F. Costs and Benefits of a Short Notice

With respect to consumers or financial institutions, or both:

1. What are the costs and benefits of providing a short notice and how do they compare with the requirements under the current privacy rule?

2. How, if at all, do the costs and benefits of a short notice depend on:

a. Whether the notice is mandatory or permissible?

b. Whether the format of the notice is standardized? On whether the language is standardized?

c. Whether the use of a short notice requires financial institutions to make supplemental privacy information available upon request?

G. Additional Information

1. Are there any models or samples of notices that work particularly well with consumers that the Agencies should consider? Provide any samples and research or supporting documentation.

2. Provide the results and supporting research or documentation of any consumer testing that has been conducted in this area.

3. What processes or types of consumer testing should the Agencies use to evaluate standardized terms or language, formats for notices, and short notices?

4. If the Agencies adopt an alternative form of notice, should consumer education accompany introduction of the new type of notice? If so, what type of consumer education would be effective?

IV. Conclusion

In the event that the Agencies decide to proceed, the Agencies expect to do so through proposed rulemaking. In addition to evaluating the comments submitted in response to this ANPR, the Agencies contemplate that consumer testing would be an important element of the development of any alternative type of privacy notice.

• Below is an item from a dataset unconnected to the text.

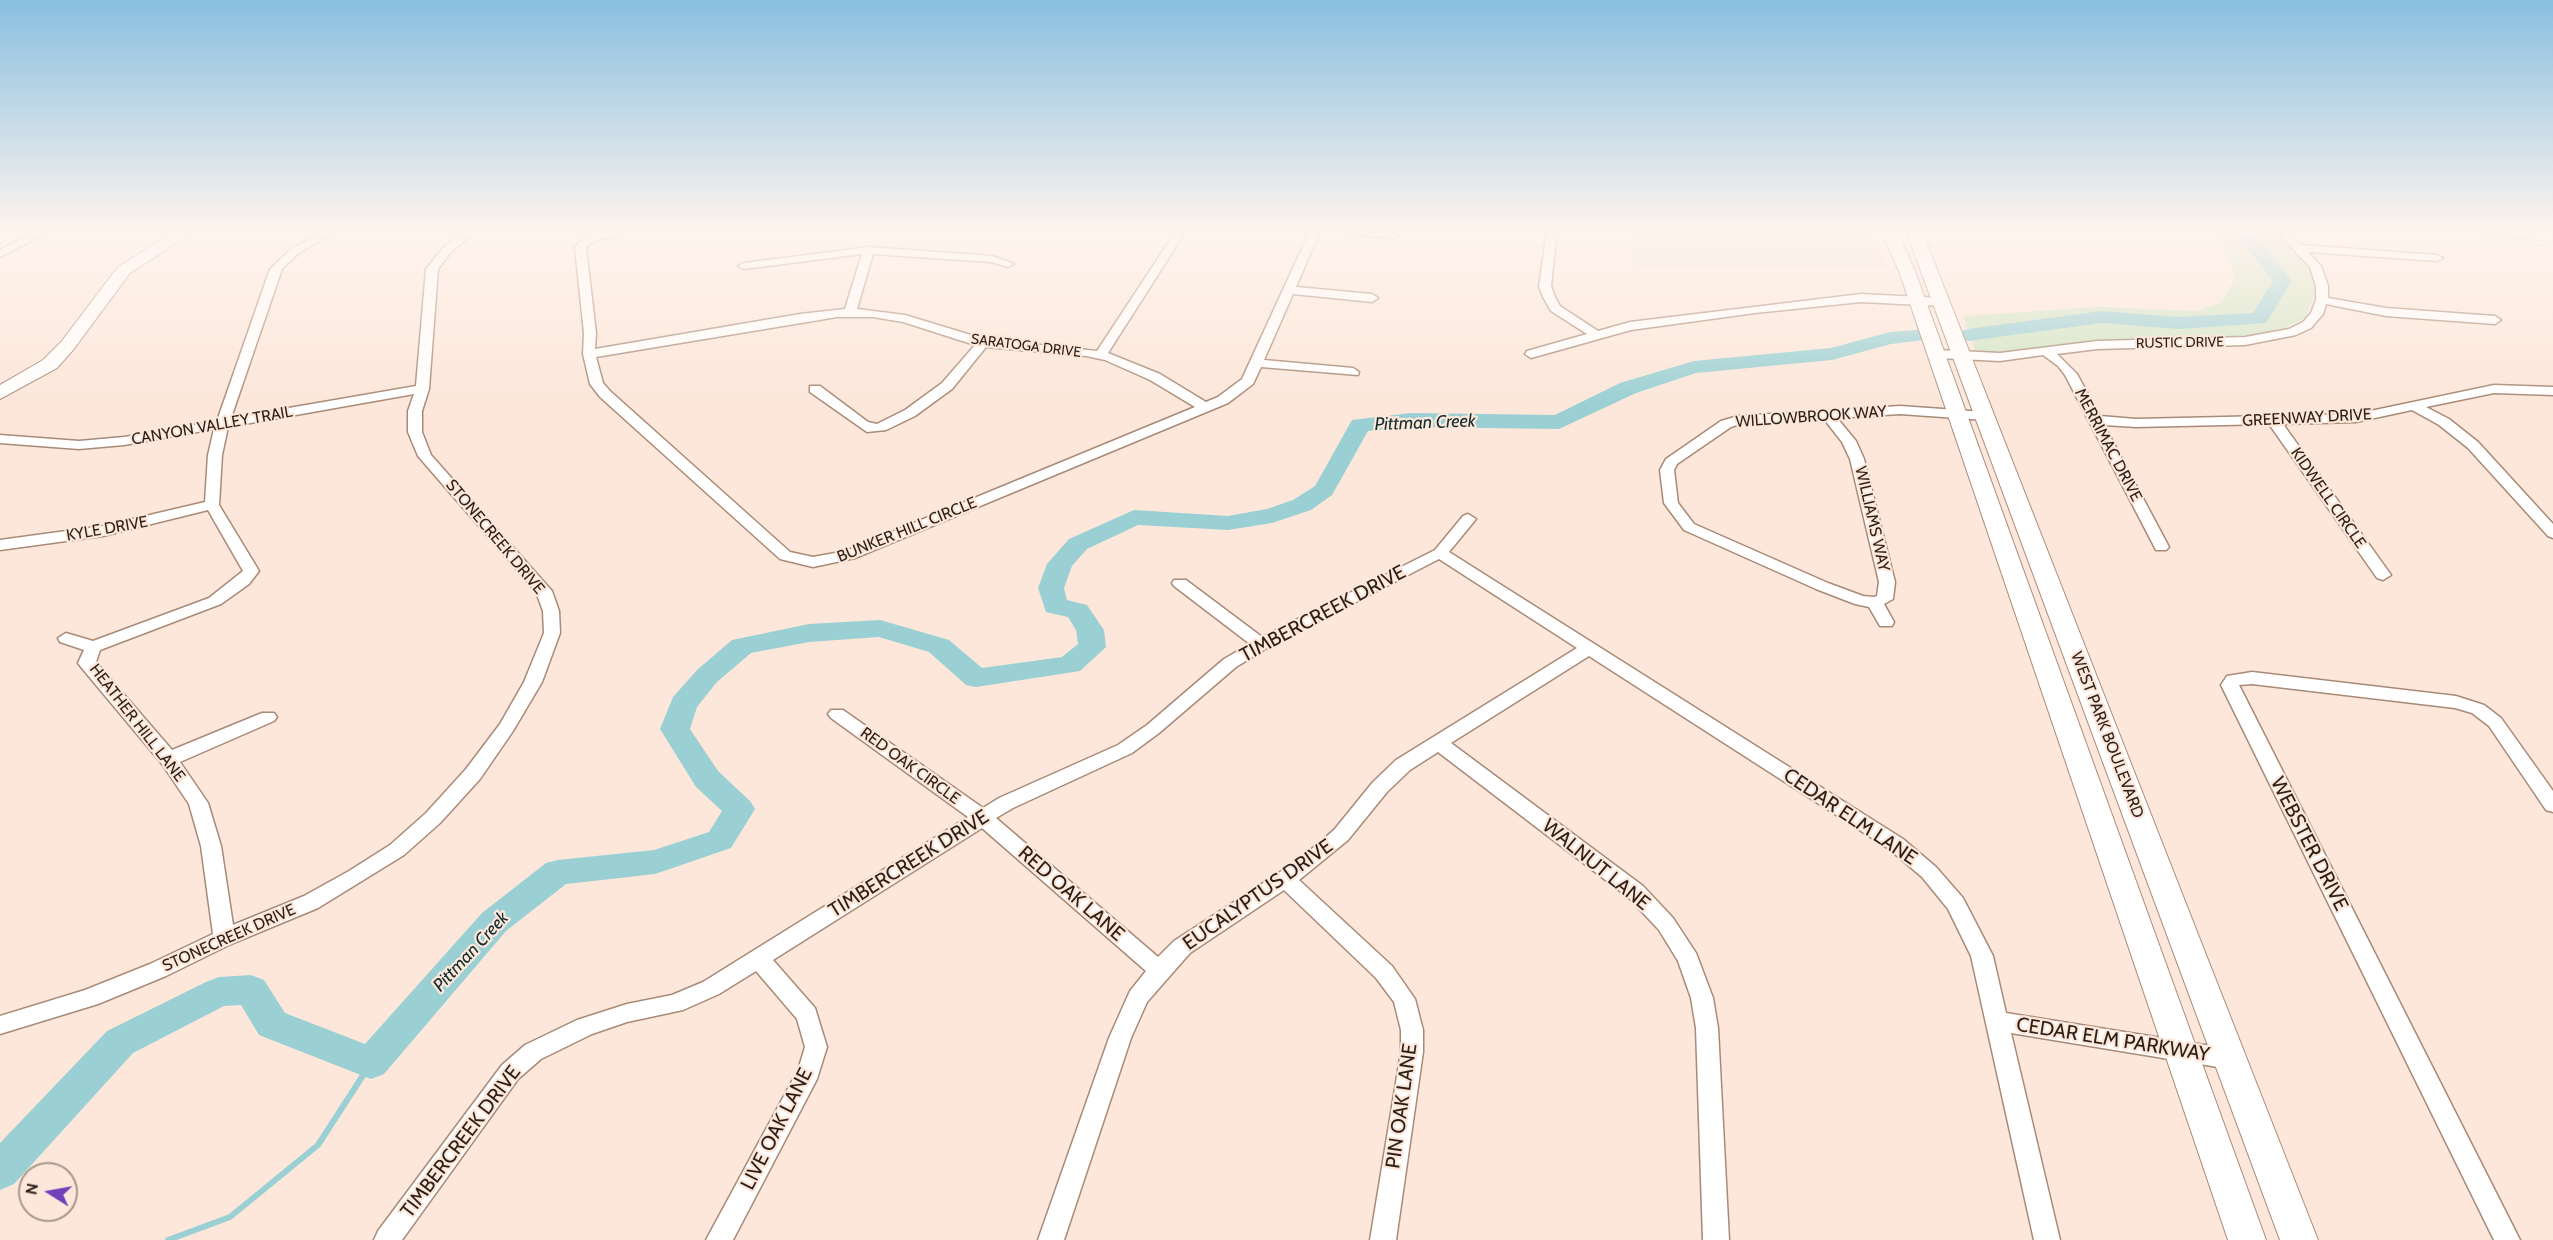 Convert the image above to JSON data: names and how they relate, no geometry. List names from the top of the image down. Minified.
{"streets":{"main road":["WEST PARK BOULEVARD"],"street":["RUSTIC DRIVE","SARATOGA DRIVE","WILLOWBROOK WAY","GREENWAY DRIVE","CANYON VALLEY TRAIL","MERRIMAC DRIVE","KIDWELL CIRCLE","WILLIAMS WAY","KYLE DRIVE","BUNKER HILL CIRCLE","STONECREEK DRIVE","TIMBERCREEK DRIVE","HEATHER HILL LANE","RED OAK CIRCLE","CEDAR ELM LANE","WEBSTER DRIVE","WALNUT LANE","RED OAK LANE","EUCALYPTUS DRIVE","CEDAR ELM PARKWAY","PIN OAK LANE","LIVE OAK LANE"]},"crossings":[["RUSTIC DRIVE","MERRIMAC DRIVE"],["RUSTIC DRIVE","WEST PARK BOULEVARD"],["SARATOGA DRIVE","BUNKER HILL CIRCLE"],["WILLOWBROOK WAY","WILLIAMS WAY"],["WILLOWBROOK WAY","WEST PARK BOULEVARD"],["GREENWAY DRIVE","MERRIMAC DRIVE"],["GREENWAY DRIVE","KIDWELL CIRCLE"],["CANYON VALLEY TRAIL","STONECREEK DRIVE"],["KYLE DRIVE","HEATHER HILL LANE"],["STONECREEK DRIVE","HEATHER HILL LANE"],["TIMBERCREEK DRIVE","RED OAK CIRCLE"],["TIMBERCREEK DRIVE","CEDAR ELM LANE"],["TIMBERCREEK DRIVE","RED OAK LANE"],["TIMBERCREEK DRIVE","LIVE OAK LANE"],["WEST PARK BOULEVARD","CEDAR ELM PARKWAY"],["RED OAK CIRCLE","RED OAK LANE"],["CEDAR ELM LANE","EUCALYPTUS DRIVE"],["CEDAR ELM LANE","CEDAR ELM PARKWAY"],["WALNUT LANE","EUCALYPTUS DRIVE"],["RED OAK LANE","EUCALYPTUS DRIVE"],["EUCALYPTUS DRIVE","PIN OAK LANE"]],"water":["Pittman Creek"],"north":"left"}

By Order of the Board of Directors

Dated at Washington, D.C., this 2 day of December, 2003

Federal Deposit Insurance Corporation.



Robert E. Feldman

Executive Secretary




By the National Credit Union Administration Board on December 18, 2003.




Becky Baker

Secretary of the Board




By the Securities and Exchange Commission.

Margaret H. McFarland
Deputy Secretary

Date: December 22, 2003




Dated: December 8, 2003

By the Office of Thrift Supervision



James E. Gilleran,




Dated: December 18, 2003



Jean A. Webb,

Secretary of the Commodity Futures Trading Commission


CFTC Billing Code: 6351-01


CFTC Billing Code: 6351-01



Dated:      11/14/03     




John D. Hawke, Jr.

Comptroller of the Currency




Dated: December 17, 2003



By Direction of the Commission


Donald S. Clark





By order of the Board of Governors of the Federal Reserve System, December 22, 2003.


Jennifer J. Johnson
Secretary of the Board


1 Commission Rule 4.2(d), 16 CFR 4.2(d). The comment must also be accompanied by an explicit request for confidential treatment, including the factual and legal basis for the request, and must identify the specific portions of the comment to be withheld from the public record. The request will be granted or denied by the Commission's General Counsel, consistent with applicable law and the public interest. See Commission Rule 4.9(c), 16 CFR 4.9(c).
2 The FDIC and SEC do not edit personal, identifying information such as names or e-mail addresses from electronic submissions. Submit only information you wish to make publicly available.
3 15 U.S.C. 1681a(d)(2)(A)(iii) (FCRA); 15 U.S.C. 6803(b)(4) (GLB Act).
4 12 CFR part 40 (OCC); 12 CFR part 216 (Board); 12 CFR part 332 (FDIC); 12 CFR part 573 (OTS); 12 CFR part 716 (NCUA); 16 CFR part 313 (FTC); 17 CFR part 160 (CFTC); and 17 CFR part 248 (SEC).
5 As stated above, the Agencies will jointly review all of the comments submitted, including those comments submitted to only one agency. Commenters may request confidential treatment of any trade secrets and commercial or financial information that is privileged or confidential information provided to the Agencies in accordance with the Freedom of Information Act (5 U.S.C. 552) and the Agencies' respective regulations regarding availability of information. 12 CFR part 4, subparts B and C (OCC); 12 CFR part 505 (OTS); 12 CFR part 261, subparts A and B (Board); 12 CFR part 309 (FDIC); 12 CFR 792.29 (NCUA); 16 CFR 4.10 (FTC); 17 CFR 145.9 (Petition for Confidential Treatment) (CFTC); 17 CFR part 200, subpart D (SEC).